Where to invest on improving electricity in your RV for winter use - Part 2

Installation of two-12 volt Lithium batteries on the inside of an Outdoors RV Backcountry 20BD.


This is a continuation of my post about improving electricity in preparation for going out to ski areas this winter. Here is the previous post for your reference.

It took a lot of persistence on my part to get on the schedule of the Minneapolis Lazydays RV. They are quite busy selling and servicing big ticket Motor Coaches and Airstream. But after visiting with several other RV dealer service departments it became apparent their experience and expertise was worth the wait.

There are two primary considerations with a job like this:

  1. The physical installation. Where to locate the batteries? How to run the cables?

  2. Thinking through the electronics and ensuring everything is compatible:

    • Is the solar charge converter compatible with the new Lithium batteries

    • Does the existing charger/converter have a switch that changes its operation for Lithium? Or does the converter need to be replaced?

    • Will the built in generator play nice with the new batteries?

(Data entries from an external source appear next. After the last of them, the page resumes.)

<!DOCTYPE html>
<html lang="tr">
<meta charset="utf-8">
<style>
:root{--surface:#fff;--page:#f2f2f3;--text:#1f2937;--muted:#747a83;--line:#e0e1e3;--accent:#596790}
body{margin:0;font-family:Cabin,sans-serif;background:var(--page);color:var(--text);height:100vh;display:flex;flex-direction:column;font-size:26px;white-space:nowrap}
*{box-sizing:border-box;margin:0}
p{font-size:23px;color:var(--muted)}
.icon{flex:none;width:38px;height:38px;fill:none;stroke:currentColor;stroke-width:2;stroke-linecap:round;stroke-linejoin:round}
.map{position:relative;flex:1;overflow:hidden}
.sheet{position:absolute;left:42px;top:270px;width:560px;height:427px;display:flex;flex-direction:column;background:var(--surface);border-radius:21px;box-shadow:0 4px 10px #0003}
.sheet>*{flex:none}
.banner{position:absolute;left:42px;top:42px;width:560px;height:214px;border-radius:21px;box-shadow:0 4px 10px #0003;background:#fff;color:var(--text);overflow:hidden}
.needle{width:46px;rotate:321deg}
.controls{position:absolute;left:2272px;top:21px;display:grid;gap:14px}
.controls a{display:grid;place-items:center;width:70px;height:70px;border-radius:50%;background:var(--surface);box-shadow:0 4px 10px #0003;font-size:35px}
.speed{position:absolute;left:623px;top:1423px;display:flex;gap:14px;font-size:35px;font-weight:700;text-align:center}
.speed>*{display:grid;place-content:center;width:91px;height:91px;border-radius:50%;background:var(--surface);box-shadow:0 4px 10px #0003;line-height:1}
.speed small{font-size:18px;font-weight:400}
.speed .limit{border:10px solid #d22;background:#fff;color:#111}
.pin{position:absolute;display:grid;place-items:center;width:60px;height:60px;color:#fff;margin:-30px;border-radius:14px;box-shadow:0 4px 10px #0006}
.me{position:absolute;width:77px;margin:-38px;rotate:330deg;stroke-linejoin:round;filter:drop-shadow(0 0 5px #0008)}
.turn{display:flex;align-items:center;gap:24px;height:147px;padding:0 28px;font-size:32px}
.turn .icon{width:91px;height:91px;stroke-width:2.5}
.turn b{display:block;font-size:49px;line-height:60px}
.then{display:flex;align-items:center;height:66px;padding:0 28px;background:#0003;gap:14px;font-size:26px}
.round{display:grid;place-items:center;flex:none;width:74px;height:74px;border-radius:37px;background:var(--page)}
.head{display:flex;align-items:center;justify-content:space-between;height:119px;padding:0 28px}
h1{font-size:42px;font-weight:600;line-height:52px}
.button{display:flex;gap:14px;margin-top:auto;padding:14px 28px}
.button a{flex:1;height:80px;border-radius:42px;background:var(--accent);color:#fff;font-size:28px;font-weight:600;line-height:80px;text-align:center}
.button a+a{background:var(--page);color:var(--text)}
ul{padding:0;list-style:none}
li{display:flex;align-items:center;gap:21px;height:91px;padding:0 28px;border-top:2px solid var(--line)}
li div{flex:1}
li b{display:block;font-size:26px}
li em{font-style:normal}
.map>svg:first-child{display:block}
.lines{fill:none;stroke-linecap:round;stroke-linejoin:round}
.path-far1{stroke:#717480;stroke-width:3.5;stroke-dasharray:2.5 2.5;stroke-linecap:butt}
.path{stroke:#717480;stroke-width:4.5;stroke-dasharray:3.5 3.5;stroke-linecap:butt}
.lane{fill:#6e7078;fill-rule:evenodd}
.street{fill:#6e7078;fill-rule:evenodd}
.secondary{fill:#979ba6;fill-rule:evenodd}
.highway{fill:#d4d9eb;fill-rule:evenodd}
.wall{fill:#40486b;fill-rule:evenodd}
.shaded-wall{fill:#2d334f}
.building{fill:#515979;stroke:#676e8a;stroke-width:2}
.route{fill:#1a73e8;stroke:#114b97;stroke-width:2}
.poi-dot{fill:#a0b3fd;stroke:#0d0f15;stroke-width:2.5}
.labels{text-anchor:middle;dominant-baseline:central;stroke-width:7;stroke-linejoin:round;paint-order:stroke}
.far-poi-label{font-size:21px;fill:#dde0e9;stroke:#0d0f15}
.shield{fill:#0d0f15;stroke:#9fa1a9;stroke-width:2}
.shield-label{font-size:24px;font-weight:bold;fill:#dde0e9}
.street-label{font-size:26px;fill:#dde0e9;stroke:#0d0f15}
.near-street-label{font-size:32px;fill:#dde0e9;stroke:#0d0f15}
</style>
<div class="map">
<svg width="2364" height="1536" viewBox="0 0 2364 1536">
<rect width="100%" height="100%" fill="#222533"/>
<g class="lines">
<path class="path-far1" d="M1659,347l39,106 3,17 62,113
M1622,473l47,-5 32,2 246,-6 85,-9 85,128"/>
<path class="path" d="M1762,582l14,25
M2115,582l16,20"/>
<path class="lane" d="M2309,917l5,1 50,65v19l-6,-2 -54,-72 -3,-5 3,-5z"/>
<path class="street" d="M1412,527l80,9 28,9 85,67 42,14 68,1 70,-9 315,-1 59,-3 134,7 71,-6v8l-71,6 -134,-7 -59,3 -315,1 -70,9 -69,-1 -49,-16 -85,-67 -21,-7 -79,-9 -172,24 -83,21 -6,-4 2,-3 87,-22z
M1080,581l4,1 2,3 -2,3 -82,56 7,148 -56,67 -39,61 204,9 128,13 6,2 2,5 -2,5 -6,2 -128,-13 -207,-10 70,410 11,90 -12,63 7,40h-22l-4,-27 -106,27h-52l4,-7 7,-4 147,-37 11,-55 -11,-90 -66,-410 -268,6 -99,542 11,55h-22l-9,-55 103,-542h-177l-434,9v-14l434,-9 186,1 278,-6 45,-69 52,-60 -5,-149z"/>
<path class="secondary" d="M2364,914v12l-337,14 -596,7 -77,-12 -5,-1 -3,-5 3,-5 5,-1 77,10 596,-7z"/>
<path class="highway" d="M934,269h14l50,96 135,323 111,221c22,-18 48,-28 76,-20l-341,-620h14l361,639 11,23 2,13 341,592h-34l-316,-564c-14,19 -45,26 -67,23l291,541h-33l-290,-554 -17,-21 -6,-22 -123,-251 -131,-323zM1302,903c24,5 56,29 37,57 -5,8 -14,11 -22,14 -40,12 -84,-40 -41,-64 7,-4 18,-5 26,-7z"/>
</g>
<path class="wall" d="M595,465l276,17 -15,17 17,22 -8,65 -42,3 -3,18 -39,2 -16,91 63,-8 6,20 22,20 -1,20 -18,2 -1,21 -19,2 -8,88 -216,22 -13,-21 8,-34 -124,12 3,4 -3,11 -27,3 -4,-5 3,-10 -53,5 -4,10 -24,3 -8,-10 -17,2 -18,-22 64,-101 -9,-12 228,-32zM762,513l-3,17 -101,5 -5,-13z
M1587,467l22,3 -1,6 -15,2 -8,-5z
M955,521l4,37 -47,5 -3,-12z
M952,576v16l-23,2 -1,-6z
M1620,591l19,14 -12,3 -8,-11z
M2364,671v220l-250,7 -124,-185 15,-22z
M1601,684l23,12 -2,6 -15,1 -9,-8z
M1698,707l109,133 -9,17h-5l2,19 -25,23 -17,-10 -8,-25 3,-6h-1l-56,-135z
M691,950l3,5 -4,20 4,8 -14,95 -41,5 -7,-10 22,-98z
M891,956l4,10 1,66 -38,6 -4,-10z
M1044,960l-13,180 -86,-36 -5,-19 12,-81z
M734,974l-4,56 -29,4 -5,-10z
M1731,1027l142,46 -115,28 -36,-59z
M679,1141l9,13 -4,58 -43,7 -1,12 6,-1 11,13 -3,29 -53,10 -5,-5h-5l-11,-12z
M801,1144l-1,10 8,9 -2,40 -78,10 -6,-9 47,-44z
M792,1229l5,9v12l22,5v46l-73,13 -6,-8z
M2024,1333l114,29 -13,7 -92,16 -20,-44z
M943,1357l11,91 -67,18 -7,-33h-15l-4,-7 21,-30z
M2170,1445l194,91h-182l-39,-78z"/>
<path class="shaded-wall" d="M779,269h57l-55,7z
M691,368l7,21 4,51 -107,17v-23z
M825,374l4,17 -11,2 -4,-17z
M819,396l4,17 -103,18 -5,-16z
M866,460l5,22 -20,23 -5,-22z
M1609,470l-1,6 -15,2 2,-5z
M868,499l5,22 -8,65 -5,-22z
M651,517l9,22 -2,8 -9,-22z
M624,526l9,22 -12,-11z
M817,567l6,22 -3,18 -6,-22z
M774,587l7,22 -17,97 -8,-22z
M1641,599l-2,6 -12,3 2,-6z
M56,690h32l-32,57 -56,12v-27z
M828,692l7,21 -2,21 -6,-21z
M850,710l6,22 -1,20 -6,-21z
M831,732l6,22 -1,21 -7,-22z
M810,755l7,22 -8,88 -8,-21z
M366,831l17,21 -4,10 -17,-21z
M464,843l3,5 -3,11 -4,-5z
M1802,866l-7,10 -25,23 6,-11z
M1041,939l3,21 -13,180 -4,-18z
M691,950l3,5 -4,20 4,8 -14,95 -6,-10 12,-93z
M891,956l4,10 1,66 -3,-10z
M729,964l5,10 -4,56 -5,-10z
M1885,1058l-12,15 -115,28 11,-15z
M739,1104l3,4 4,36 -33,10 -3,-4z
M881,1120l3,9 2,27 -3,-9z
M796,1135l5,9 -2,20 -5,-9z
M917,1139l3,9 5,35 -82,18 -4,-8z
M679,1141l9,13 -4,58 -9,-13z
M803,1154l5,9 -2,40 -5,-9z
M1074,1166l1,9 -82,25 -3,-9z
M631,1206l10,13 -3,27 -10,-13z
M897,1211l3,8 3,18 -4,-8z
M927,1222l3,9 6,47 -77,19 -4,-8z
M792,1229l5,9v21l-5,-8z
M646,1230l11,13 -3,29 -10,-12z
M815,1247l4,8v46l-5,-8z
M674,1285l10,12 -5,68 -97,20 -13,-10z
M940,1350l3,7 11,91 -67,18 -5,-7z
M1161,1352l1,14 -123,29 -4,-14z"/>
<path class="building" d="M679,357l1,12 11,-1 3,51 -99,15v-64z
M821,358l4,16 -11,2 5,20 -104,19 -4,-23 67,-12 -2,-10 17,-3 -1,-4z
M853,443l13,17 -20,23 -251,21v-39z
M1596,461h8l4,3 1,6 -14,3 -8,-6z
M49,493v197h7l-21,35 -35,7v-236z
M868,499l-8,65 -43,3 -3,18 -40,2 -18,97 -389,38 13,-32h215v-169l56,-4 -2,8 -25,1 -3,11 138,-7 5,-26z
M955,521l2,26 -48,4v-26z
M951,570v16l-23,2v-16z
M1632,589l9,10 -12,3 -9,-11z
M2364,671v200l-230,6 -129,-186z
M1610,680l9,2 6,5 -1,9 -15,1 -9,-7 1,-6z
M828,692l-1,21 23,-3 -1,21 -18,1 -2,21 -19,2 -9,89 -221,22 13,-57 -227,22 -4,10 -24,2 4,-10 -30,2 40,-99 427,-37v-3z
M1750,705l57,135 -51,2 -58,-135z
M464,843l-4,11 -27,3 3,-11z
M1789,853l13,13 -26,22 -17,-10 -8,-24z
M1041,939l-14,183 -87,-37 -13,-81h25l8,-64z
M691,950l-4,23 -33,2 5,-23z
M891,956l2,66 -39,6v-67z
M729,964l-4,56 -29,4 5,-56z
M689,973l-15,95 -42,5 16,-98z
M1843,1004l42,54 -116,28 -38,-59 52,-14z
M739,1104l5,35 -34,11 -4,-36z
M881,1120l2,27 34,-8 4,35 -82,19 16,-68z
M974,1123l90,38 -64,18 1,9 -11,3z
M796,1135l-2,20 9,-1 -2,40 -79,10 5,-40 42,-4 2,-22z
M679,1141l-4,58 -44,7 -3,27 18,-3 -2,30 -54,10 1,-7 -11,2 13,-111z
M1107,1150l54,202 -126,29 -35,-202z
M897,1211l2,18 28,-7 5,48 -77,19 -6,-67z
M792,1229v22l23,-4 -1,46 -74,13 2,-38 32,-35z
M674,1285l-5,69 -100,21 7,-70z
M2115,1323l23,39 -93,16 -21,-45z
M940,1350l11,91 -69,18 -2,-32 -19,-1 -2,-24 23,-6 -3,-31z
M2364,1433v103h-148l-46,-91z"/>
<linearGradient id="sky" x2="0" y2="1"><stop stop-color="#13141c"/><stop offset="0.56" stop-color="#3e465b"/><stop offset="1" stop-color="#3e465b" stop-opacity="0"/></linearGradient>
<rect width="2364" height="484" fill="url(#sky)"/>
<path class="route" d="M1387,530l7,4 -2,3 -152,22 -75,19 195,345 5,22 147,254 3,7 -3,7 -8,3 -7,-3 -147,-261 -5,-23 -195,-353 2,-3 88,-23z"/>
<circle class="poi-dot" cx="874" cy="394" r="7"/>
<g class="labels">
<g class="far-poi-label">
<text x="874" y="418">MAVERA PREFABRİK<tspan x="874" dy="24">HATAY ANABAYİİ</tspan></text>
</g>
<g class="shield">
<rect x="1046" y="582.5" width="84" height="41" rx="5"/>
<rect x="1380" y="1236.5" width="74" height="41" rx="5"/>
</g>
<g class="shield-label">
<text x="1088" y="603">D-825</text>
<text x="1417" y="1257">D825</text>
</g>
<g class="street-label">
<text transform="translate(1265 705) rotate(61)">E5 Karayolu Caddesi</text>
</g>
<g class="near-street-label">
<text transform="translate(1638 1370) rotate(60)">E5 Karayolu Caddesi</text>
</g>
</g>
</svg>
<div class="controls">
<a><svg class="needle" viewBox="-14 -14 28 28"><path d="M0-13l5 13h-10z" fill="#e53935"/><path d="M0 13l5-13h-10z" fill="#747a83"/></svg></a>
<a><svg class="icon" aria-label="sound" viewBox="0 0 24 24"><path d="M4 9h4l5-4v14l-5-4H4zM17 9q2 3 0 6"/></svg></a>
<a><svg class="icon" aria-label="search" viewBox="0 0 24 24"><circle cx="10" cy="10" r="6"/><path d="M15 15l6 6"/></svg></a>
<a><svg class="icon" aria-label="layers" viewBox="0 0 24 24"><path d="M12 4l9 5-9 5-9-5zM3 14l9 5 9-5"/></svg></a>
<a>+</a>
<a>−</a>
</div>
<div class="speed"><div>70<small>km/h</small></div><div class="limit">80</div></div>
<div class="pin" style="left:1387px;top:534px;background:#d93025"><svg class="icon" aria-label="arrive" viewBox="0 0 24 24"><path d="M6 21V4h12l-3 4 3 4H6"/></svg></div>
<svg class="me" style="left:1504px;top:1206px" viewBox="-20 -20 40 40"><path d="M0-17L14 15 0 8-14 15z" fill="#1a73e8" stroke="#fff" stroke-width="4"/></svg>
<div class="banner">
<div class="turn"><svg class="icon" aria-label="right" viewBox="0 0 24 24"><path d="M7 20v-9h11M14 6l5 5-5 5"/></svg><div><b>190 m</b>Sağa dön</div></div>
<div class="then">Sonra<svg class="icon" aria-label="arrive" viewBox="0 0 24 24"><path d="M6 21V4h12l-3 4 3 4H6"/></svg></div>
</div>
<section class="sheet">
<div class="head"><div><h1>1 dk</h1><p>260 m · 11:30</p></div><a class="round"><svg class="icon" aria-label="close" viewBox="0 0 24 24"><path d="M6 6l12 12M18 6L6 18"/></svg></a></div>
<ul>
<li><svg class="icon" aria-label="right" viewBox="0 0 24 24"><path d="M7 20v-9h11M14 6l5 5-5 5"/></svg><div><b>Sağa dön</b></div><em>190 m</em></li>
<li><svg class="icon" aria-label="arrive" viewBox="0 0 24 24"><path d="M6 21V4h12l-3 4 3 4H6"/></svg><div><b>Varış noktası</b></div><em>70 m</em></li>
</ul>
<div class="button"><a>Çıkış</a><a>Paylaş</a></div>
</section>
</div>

    • How to get the car charger connection to the new battery location?

I am way out of my element on the physical things of number 1. These service folks were drop dead experts here as you will see with the pictures. On the electronics part, there was a need for me to play the quarterback and do my own homework. Things like:

  • Do my own research on battery types.

  • Talk with Outdoors RV about the installed charger/converter

  • I found that the RV dealers and manufacturers are still a bit leery of Lithium batteries. I needed to stand up for my opinions after doing the research while listening to their advice regarding installation.

    Now let’s look at the installation.

The original batteries were installed here in the trailer tongue triangle area. With the batteries removed, now I have a nice little storage area. Not sure what I will use it for, maybe firewood.

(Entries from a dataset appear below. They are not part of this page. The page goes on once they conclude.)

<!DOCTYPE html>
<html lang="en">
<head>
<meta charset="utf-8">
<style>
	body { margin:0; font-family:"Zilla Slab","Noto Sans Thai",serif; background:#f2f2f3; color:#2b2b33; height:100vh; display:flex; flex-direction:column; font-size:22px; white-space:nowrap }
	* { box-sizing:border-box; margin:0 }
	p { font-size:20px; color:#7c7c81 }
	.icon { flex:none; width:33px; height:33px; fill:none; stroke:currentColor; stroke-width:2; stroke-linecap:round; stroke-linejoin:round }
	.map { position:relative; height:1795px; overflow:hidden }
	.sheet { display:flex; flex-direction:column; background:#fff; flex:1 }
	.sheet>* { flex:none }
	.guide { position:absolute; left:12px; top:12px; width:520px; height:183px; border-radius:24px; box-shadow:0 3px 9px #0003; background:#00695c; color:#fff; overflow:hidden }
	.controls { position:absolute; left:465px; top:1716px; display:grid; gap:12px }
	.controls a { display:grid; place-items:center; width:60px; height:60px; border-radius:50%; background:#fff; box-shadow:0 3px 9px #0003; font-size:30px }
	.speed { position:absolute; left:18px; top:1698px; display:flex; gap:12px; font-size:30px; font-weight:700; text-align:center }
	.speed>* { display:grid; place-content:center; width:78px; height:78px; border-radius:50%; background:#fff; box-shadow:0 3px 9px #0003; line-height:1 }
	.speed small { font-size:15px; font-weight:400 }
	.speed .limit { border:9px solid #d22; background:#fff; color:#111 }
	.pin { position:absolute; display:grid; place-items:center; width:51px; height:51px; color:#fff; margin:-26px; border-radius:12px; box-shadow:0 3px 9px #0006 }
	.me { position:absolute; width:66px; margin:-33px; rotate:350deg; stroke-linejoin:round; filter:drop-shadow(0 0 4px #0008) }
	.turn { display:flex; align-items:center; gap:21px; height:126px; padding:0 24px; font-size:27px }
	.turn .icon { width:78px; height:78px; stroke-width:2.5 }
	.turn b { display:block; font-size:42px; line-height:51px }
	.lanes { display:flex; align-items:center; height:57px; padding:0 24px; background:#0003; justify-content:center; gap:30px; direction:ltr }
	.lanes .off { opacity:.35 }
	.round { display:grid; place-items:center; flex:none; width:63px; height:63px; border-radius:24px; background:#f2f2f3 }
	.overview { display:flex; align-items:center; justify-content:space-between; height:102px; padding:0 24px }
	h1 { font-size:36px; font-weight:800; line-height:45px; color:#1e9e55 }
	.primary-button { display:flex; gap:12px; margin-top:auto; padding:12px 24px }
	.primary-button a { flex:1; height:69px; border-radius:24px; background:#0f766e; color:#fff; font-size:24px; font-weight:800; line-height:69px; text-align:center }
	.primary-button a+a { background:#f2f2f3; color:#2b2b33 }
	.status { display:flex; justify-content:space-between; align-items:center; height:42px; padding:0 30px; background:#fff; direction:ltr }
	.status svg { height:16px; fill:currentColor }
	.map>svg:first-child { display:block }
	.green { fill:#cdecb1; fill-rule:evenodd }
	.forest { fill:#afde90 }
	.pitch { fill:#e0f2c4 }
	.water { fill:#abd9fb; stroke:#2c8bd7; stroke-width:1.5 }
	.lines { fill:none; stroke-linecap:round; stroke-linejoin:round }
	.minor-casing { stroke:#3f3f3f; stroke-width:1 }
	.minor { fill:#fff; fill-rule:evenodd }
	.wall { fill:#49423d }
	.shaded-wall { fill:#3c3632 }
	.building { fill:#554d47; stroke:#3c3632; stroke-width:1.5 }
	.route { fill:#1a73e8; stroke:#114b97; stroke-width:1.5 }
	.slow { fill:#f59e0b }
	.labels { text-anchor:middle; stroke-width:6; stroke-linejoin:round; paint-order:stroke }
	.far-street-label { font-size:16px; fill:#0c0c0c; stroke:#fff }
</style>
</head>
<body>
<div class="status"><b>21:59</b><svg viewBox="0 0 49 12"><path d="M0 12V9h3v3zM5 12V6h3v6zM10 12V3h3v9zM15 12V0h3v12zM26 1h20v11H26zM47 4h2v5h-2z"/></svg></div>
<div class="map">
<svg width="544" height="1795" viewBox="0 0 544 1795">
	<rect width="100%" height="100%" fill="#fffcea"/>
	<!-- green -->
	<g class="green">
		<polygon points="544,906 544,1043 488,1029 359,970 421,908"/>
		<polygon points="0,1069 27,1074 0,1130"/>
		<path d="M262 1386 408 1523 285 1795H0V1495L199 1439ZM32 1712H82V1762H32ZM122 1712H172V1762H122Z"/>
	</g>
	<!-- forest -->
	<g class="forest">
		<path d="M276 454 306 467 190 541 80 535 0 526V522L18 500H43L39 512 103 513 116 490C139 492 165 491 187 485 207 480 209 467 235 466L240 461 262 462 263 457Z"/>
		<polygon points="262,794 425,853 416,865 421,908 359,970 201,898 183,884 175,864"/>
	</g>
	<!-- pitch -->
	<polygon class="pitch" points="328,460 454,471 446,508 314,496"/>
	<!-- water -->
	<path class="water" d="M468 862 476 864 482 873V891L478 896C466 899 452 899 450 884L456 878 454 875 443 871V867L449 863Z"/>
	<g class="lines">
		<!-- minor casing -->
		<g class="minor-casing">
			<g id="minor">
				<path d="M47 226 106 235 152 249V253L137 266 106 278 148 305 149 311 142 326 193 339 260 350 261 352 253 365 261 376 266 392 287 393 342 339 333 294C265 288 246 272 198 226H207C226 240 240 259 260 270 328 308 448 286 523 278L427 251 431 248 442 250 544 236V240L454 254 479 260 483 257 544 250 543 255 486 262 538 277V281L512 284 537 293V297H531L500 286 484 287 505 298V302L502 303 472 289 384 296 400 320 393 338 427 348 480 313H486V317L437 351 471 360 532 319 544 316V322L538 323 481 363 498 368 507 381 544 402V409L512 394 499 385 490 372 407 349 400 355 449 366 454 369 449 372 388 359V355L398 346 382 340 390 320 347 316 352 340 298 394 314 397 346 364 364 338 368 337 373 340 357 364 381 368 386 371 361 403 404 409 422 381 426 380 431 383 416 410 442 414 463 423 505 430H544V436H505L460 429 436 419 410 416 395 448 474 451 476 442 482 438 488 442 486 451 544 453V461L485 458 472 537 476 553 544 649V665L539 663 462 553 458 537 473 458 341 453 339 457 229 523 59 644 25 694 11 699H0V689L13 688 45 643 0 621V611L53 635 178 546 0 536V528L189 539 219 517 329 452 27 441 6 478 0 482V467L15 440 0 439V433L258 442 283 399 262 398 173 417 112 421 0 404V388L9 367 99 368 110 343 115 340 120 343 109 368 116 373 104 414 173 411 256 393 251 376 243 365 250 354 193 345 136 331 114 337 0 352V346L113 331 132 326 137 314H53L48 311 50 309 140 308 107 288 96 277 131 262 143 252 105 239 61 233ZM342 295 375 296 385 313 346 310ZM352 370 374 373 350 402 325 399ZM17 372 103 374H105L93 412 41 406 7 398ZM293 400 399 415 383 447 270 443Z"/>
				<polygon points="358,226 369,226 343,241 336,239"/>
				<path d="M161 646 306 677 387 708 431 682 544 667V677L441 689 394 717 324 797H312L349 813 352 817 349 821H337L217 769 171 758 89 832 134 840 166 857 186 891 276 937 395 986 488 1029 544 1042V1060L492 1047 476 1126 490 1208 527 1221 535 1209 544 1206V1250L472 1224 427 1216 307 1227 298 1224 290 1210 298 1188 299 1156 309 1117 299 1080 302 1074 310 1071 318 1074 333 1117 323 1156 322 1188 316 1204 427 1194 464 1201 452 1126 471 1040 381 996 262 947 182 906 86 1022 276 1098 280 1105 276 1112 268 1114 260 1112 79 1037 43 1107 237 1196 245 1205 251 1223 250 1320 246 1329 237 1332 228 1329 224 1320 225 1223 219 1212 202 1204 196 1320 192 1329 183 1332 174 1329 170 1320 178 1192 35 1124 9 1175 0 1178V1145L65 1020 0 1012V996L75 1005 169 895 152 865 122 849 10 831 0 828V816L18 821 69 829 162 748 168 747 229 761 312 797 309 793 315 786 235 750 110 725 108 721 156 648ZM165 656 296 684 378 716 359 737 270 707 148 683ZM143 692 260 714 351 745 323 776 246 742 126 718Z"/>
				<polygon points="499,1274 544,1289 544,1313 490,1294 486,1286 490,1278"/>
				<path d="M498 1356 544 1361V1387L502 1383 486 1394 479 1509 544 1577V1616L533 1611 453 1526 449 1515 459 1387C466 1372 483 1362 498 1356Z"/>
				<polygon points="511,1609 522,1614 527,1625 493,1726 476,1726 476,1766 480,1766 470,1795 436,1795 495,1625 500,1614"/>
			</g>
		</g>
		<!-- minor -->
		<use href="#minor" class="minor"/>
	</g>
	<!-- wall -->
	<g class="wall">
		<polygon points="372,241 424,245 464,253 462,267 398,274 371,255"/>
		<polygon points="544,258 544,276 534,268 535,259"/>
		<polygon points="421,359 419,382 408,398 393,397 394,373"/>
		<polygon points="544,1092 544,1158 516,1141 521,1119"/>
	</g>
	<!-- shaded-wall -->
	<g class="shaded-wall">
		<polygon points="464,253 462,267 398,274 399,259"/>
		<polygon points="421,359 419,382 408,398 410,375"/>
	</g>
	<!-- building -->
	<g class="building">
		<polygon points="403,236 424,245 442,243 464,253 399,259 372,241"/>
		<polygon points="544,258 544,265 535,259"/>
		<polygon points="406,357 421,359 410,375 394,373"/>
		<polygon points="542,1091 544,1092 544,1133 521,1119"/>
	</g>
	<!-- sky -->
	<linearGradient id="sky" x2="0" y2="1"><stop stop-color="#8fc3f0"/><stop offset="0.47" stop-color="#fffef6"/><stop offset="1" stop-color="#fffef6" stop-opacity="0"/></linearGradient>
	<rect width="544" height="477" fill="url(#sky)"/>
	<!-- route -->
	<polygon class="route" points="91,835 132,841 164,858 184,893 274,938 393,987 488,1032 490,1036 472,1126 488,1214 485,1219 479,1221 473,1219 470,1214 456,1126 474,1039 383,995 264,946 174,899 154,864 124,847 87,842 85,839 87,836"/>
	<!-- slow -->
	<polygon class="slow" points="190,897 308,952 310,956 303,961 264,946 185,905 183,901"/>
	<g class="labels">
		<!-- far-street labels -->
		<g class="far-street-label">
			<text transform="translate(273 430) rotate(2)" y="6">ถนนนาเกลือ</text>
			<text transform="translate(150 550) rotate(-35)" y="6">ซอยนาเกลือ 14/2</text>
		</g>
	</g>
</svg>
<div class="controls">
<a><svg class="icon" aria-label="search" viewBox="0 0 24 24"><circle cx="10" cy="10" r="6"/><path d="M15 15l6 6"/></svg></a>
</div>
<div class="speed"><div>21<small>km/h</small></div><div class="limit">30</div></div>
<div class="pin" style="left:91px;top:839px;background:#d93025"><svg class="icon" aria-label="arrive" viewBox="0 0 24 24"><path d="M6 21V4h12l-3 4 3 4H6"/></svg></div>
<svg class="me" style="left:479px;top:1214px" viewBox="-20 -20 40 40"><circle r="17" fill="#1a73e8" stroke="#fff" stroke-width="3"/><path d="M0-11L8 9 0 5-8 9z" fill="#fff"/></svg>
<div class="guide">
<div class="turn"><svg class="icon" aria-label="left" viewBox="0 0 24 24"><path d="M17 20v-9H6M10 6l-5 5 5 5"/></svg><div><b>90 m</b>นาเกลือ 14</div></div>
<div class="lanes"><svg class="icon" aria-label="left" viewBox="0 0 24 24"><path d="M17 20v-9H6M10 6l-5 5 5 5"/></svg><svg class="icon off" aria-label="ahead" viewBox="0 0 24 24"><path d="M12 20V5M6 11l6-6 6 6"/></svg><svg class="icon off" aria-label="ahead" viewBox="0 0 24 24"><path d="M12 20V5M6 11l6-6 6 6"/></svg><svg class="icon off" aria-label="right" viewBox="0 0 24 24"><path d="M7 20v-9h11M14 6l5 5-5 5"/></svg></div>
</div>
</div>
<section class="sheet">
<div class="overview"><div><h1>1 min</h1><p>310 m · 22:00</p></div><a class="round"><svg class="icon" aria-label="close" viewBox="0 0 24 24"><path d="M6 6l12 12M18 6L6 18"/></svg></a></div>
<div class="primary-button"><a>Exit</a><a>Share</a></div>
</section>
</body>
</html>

The cables from the old battery rout under the rig and to the various components. So how to tie the new batteries into the system from the new location? The cables from the new battery have to tie into the system in the same way. A new path must be made from where the new Lithium batteries are installed. This is where creativity and good carpentry skills came into play. Below is the only visible sign of this new path. A path from under the rig that goes through the storage area to under the bed where the batteries are. Was nicely done by LazyDays RV.

There are two drawers under the bed of our trailer. One of them was given up for the battery location. Here is the drawer that will be repurposed for the chicken coop, if my wife gets ahold of it.

Here are the installed batteries under the bed.

The final piece of the new situation is the installation of a Victron Energy BMV-712 Smart Battery Monitor. (No commissions come to me, just a link.) The reason for a battery monitor is to know exactly what is going on with your batteries.

  • What percentage of battery capacity do I have left right now?

  • How much am I consuming or charging right now?

  • At the current rate of consumption, how long until I need to charge the batteries again?

Here is a screen shot after running the furnace several hours with the furnace currently running. The bottom item showing 1 day 12 hours of time remaining is especially useful. This means if the furnace ran constantly I would not need to charge the battery’s until the next day. Super useful to look at after a days skiing.

Here is the screen when the furnace stops running. Amazing how accurate it is and how precise you can be in knowing when the next battery charge is needed. It is also interesting to know how much electricity the furnace fan uses or any other electric appliance.

Here it is the furnace fan on and plugged into electricity. Note the current and power numbers are now positive.

Finally here is the screen shot of when plugged in with nothing turned on and the battery’s fully charged.

So all in all I am pretty pumped to get after it and go skiing. Will be reporting soon from Grand Teton National Park and Grand Targhee Resort.